From: "Darrick J. Wong" <darrick.wong@oracle.com>
To: Dave Chinner <david@fromorbit.com>
Cc: linux-xfs@vger.kernel.org
Subject: Re: [PATCH 4/4] xfs: introduce inode unlink log item
Date: Tue, 30 Jun 2020 11:19:42 -0700 [thread overview]
Message-ID: <20200630181942.GP7606@magnolia> (raw)
In-Reply-To: <20200623095015.1934171-5-david@fromorbit.com>
On Tue, Jun 23, 2020 at 07:50:15PM +1000, Dave Chinner wrote:
> From: Dave Chinner <dchinner@redhat.com>
>
> Tracking dirty inodes via cluster buffers creates lock ordering
> issues with logging unlinked inode updates direct to the cluster
> buffer. The unlinked inode list is unordered, so we can lock cluster
> buffers in random orders and that causes deadlocks.
>
> To solve this problem, we really want to dealy locking the cluster
"delay"
> buffers until the pre-commit phase where we can order the buffers
> correctly along with all the other inode cluster buffers that are
> locked by the transaction. However, to do this we need to be able to
> tell the transaction which inodes need to have there unlinked list
"their"
> updated and what it should be updated to.
>
> We can delay the buffer update to the pre-commit phase based on the
> fact taht all unlinked inode list updates are serialised by the AGI
"that"
> buffer. It will be locked into the transaction before the list
> update starts, and will remain locked until the transaction commits.

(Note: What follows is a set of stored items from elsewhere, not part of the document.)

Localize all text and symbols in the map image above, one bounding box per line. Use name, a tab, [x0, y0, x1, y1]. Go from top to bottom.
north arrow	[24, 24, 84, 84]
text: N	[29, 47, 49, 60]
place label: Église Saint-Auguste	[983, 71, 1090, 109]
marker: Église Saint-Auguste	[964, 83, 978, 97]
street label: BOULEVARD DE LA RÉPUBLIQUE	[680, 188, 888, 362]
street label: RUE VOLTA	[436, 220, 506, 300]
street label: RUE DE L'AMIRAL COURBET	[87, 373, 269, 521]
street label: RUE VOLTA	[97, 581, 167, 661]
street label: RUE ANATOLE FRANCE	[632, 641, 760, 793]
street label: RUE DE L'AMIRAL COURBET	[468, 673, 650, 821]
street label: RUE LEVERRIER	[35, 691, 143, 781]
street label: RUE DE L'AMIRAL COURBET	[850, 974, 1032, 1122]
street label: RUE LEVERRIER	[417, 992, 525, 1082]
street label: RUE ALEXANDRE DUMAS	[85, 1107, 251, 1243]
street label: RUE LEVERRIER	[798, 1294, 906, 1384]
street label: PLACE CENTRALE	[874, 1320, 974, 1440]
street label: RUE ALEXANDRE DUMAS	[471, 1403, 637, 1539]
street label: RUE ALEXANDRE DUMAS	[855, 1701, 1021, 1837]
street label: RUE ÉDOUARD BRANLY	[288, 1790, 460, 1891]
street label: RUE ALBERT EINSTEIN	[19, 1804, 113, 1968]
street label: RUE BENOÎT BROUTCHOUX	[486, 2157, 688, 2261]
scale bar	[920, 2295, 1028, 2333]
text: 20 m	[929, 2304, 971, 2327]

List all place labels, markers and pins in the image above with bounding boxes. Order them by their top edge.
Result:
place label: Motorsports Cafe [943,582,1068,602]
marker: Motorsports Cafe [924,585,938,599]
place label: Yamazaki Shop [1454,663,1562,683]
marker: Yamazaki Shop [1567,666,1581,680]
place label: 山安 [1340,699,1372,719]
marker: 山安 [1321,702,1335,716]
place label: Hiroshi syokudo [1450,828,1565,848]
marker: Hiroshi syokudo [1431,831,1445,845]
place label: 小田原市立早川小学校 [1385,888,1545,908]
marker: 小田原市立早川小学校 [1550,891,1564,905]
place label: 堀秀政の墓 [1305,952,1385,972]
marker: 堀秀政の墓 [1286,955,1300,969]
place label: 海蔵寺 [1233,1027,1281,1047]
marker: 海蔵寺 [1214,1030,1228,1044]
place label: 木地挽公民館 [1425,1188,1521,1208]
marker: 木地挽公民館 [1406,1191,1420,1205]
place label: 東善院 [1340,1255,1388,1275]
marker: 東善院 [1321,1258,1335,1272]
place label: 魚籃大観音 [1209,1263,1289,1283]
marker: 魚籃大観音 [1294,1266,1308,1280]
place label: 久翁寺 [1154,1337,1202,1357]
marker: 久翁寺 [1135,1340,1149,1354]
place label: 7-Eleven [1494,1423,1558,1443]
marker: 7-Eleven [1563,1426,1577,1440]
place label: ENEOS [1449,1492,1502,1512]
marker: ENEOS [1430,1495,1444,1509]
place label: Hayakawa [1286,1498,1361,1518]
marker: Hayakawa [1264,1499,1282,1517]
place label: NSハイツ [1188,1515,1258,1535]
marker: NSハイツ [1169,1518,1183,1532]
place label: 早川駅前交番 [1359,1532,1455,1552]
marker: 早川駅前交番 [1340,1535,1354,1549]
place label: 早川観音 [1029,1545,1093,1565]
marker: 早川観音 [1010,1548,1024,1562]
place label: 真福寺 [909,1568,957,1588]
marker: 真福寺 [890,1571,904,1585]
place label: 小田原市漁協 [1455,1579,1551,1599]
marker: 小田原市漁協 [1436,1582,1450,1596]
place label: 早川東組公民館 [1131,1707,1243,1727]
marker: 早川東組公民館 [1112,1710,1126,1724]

> Hence we can lock and update the cluster buffers safely any time
> during the transaction and we are still safe from other racing
> unlinked list updates.
>
> The iunlink log item currently only exists in memory. we need a log
> item to attach information to the transaction, but it's context
"its"
> is completely owned by the transaction. Hence it is never formatted
> or inserted into the CIL, nor is it seen by the journal, the AIL or
> log recovery.
>
> This makes it a very simple log item, and the changes makes results
> in adding addition buffer log items to the transaction. Hence once
> the iunlink log item has run it's pre-commit operation, it can be
"its"
> dropped by the transaction and released.
>
> The creation of this in-memory intent does not prevent us from
> extending it in future to the journal to replace buffer based
> logging of the unlinked list. Changing the format of the items we
> write to the on disk journal is beyond the scope of this patchset,
> hence we limit it to being in-memory only.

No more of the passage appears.